INPUT DATA
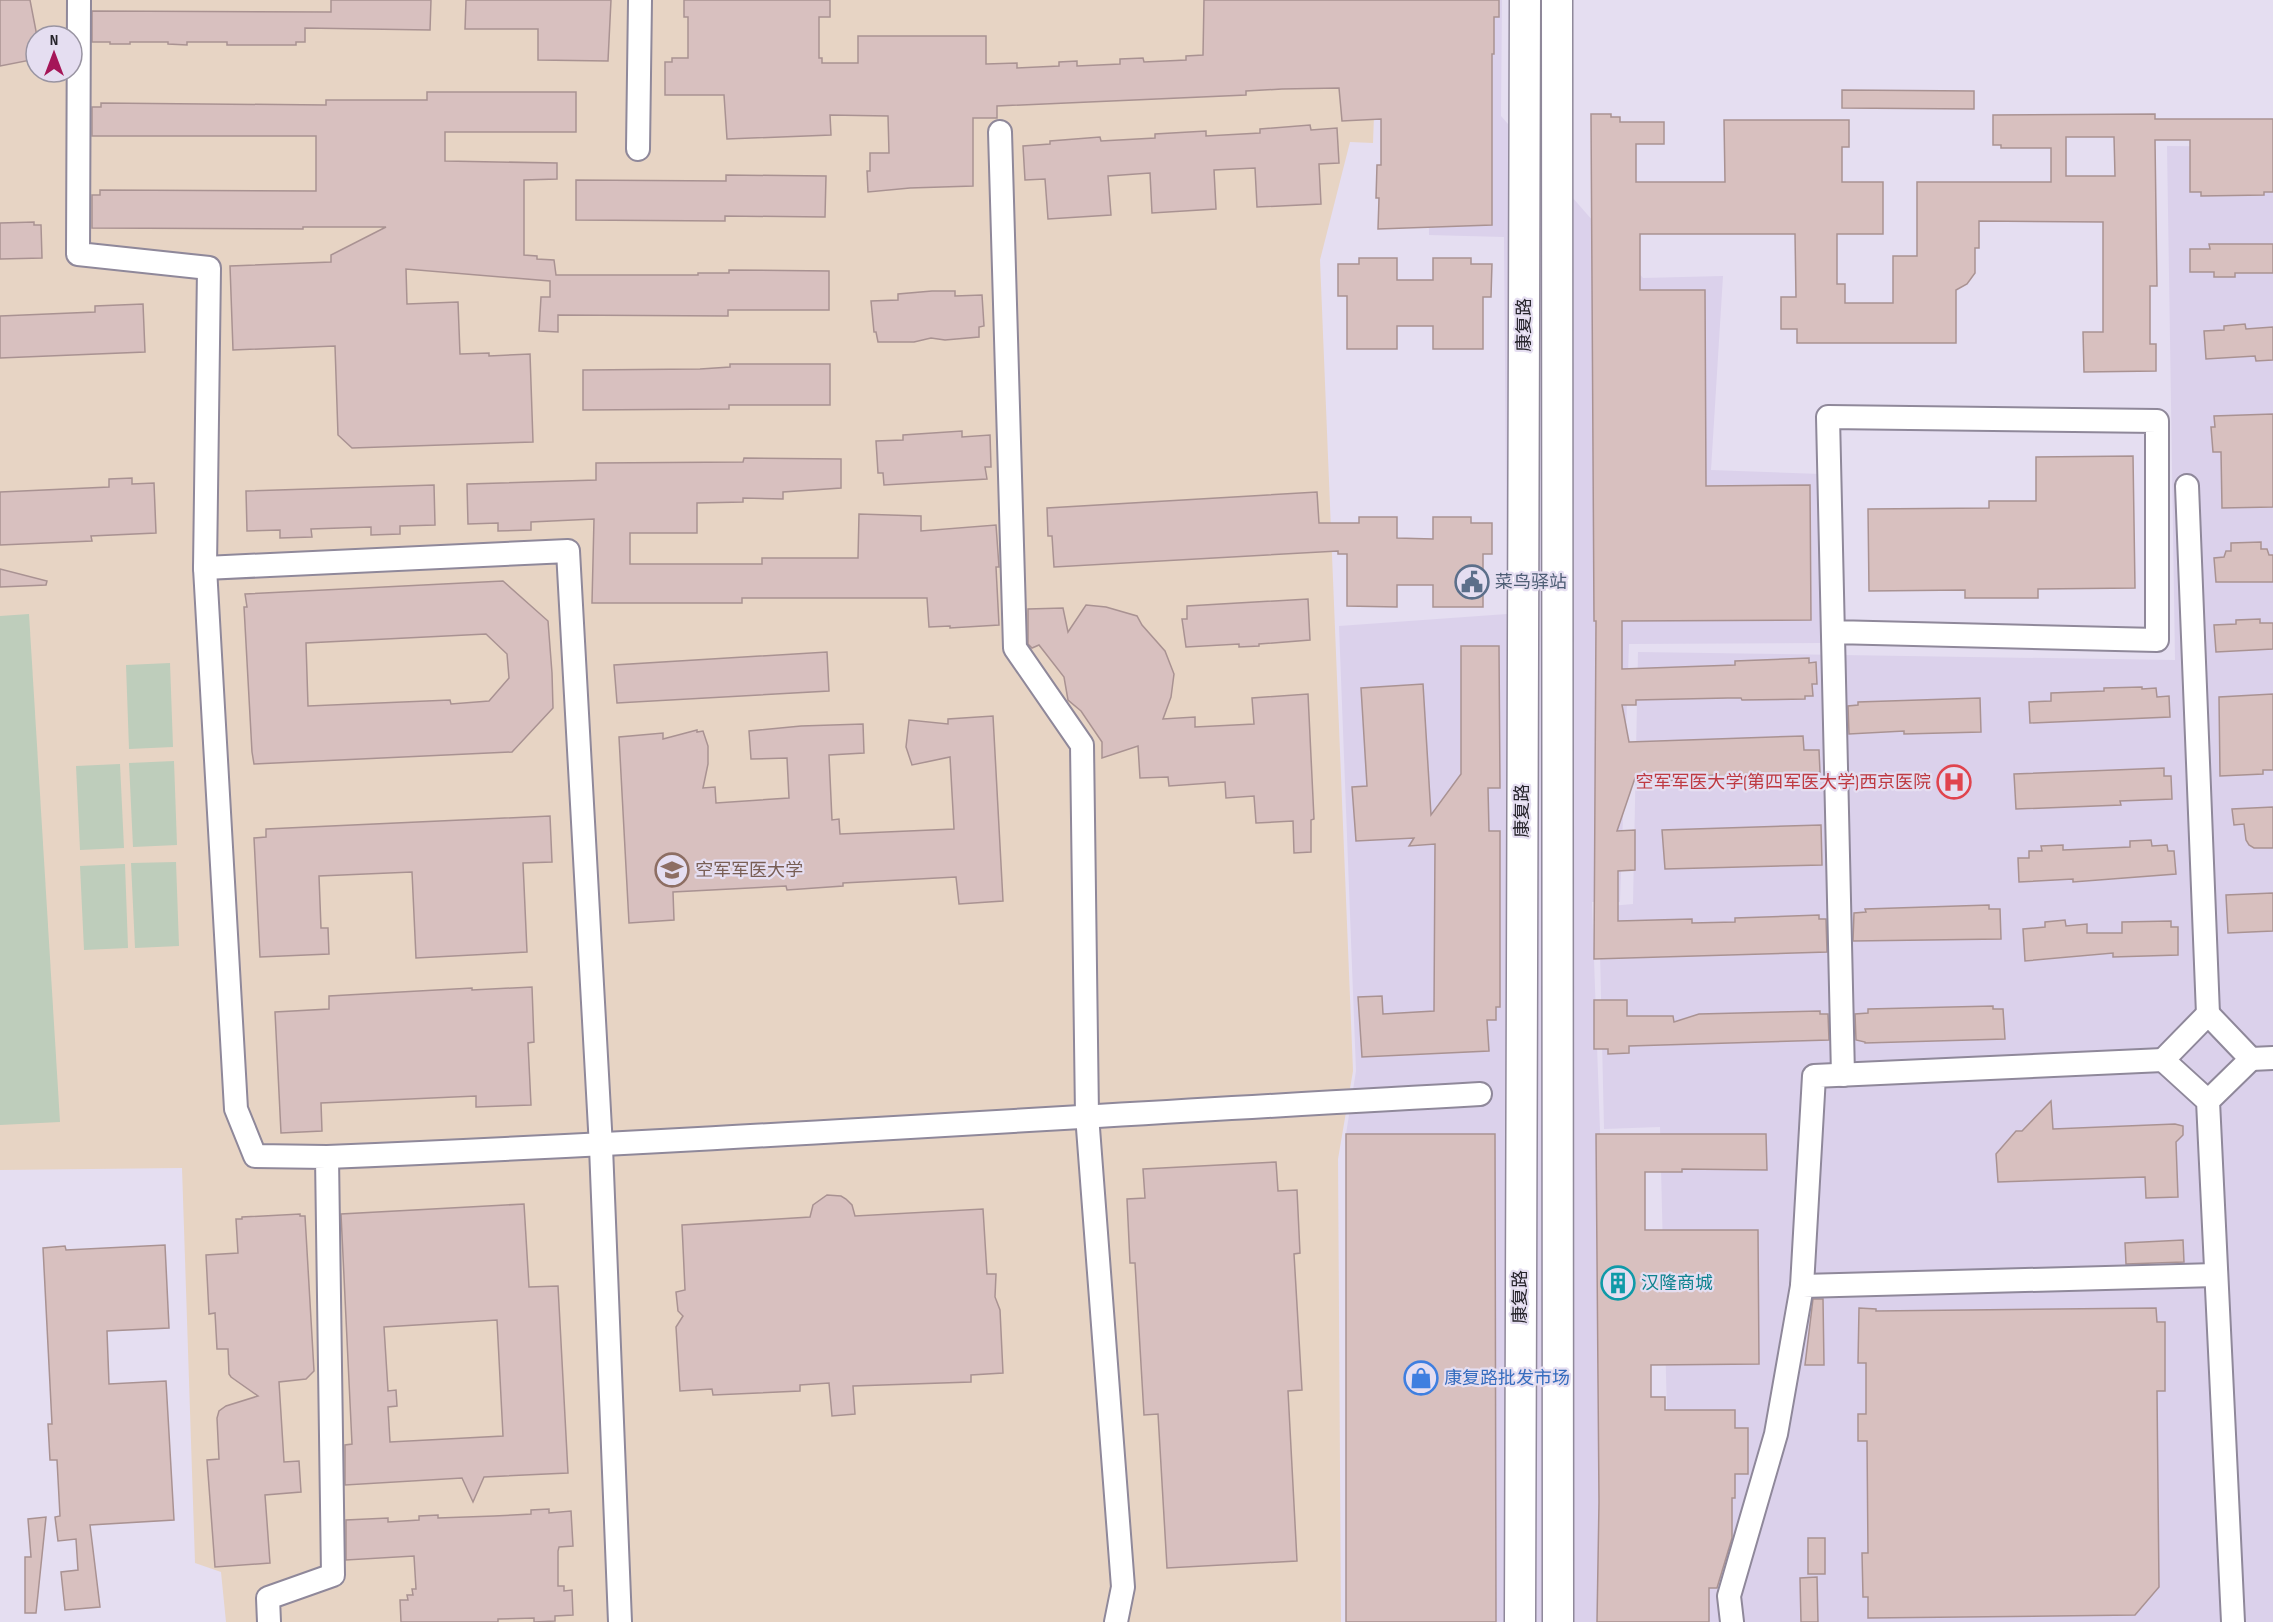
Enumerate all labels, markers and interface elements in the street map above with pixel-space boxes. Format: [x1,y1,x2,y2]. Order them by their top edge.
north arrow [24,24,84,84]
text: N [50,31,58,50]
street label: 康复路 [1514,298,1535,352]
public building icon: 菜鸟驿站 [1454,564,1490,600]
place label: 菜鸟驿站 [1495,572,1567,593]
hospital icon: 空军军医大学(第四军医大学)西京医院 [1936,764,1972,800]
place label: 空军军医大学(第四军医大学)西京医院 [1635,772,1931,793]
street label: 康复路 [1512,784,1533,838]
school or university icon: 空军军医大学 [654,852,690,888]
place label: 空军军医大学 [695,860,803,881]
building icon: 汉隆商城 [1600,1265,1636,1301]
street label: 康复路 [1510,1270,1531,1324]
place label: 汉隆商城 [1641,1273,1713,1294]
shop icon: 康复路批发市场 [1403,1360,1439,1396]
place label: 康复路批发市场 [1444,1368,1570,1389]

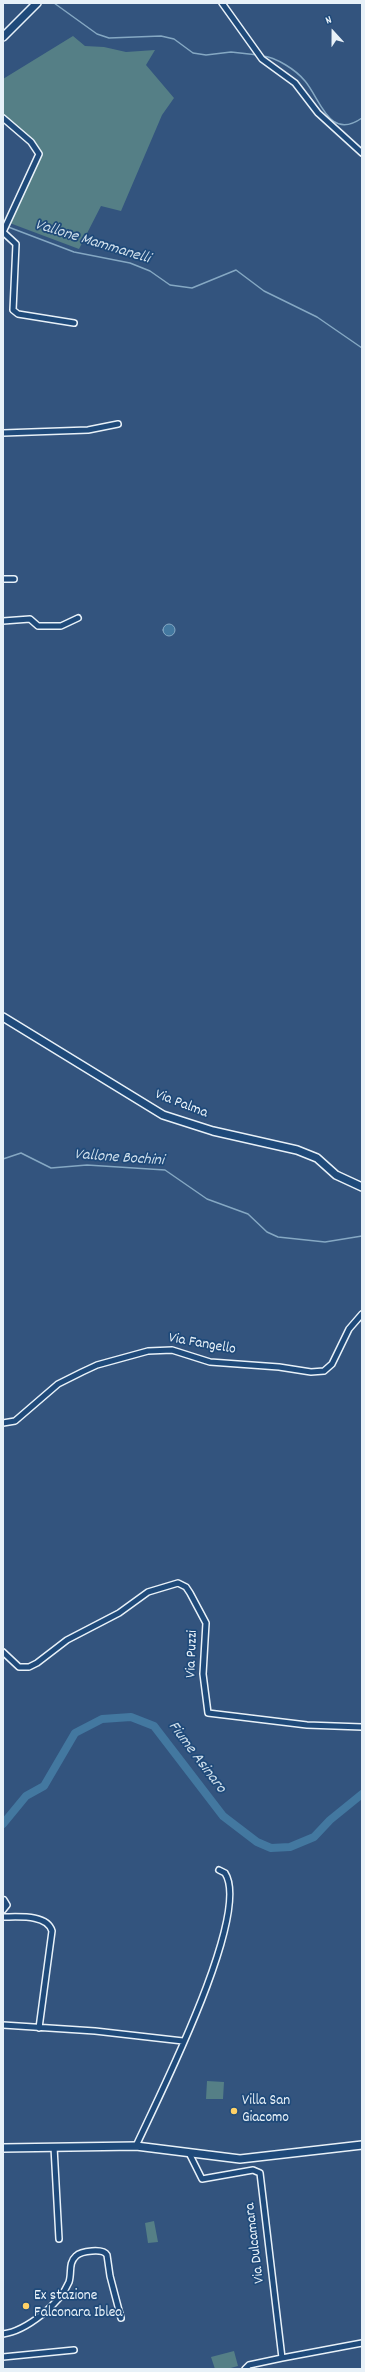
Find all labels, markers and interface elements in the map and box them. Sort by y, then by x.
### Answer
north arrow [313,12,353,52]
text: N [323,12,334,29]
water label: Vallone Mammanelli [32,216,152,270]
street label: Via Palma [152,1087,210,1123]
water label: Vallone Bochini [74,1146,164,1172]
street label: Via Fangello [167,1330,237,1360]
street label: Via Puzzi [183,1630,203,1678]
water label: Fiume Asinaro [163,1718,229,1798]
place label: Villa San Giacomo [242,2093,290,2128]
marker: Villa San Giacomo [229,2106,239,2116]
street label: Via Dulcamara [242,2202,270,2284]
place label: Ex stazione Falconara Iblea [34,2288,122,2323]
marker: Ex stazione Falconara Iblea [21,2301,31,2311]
...
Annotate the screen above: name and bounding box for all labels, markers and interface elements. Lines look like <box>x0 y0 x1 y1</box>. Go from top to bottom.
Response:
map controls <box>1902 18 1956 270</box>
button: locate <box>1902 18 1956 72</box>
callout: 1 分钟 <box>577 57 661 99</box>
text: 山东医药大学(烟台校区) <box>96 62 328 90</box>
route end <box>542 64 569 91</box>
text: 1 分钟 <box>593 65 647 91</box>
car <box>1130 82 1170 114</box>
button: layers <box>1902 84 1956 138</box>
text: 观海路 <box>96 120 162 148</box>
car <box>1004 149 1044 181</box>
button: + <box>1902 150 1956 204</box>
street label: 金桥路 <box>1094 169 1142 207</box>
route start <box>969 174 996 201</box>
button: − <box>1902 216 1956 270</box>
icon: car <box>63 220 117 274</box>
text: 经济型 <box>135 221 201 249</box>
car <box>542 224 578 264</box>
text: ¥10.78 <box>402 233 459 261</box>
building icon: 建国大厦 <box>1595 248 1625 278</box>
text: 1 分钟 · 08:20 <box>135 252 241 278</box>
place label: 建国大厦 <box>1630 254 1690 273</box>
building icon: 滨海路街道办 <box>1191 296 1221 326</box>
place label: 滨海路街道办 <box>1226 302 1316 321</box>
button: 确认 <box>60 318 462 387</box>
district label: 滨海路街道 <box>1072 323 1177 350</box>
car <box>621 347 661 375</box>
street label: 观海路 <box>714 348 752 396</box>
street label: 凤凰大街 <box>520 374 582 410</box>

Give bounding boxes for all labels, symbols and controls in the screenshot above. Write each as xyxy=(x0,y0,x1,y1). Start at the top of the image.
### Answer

INSTRUCTIONS TO FOLLOW
Lines with the word "bounding" in them should be copied from the preceding records.

SOLUTION FOR THIS PROBLEM
Annotate the screen above: name and bounding box for all labels, markers and interface elements. Lines look like <box>x0 y0 x1 y1</box>. Go from top to bottom.
Give bounding boxes for all labels, symbols and controls in the screenshot above. Write each as xyxy=(x0,y0,x1,y1). Start at the top of the image.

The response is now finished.